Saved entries
- Opening Delimiter -

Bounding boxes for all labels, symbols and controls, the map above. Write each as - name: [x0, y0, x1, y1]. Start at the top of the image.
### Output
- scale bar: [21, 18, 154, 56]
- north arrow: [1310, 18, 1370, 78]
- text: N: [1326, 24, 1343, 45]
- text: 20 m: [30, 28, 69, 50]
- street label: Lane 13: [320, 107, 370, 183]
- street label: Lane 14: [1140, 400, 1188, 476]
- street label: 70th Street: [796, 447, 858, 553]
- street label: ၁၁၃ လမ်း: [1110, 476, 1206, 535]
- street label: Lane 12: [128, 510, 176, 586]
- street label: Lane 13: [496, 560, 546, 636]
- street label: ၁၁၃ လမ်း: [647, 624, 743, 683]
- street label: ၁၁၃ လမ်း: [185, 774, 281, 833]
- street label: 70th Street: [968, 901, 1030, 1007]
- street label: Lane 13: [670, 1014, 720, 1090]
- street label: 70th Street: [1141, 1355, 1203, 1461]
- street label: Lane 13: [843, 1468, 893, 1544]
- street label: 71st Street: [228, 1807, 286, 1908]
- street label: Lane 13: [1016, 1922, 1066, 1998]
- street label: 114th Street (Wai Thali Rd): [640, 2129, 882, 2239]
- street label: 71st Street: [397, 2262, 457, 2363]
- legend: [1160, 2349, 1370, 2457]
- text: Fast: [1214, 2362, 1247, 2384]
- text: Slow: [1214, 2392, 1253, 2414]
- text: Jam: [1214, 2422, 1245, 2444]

- Closing Delimiter -

Retype each entry without altering a single word.

● Expected answer
Bounding boxes for all labels, symbols and controls, the map above. Write each as - name: [x0, y0, x1, y1]. Start at the top of the image.
### Output
- scale bar: [21, 18, 154, 56]
- north arrow: [1310, 18, 1370, 78]
- text: N: [1326, 24, 1343, 45]
- text: 20 m: [30, 28, 69, 50]
- street label: Lane 13: [320, 107, 370, 183]
- street label: Lane 14: [1140, 400, 1188, 476]
- street label: 70th Street: [796, 447, 858, 553]
- street label: ၁၁၃ လမ်း: [1110, 476, 1206, 535]
- street label: Lane 12: [128, 510, 176, 586]
- street label: Lane 13: [496, 560, 546, 636]
- street label: ၁၁၃ လမ်း: [647, 624, 743, 683]
- street label: ၁၁၃ လမ်း: [185, 774, 281, 833]
- street label: 70th Street: [968, 901, 1030, 1007]
- street label: Lane 13: [670, 1014, 720, 1090]
- street label: 70th Street: [1141, 1355, 1203, 1461]
- street label: Lane 13: [843, 1468, 893, 1544]
- street label: 71st Street: [228, 1807, 286, 1908]
- street label: Lane 13: [1016, 1922, 1066, 1998]
- street label: 114th Street (Wai Thali Rd): [640, 2129, 882, 2239]
- street label: 71st Street: [397, 2262, 457, 2363]
- legend: [1160, 2349, 1370, 2457]
- text: Fast: [1214, 2362, 1247, 2384]
- text: Slow: [1214, 2392, 1253, 2414]
- text: Jam: [1214, 2422, 1245, 2444]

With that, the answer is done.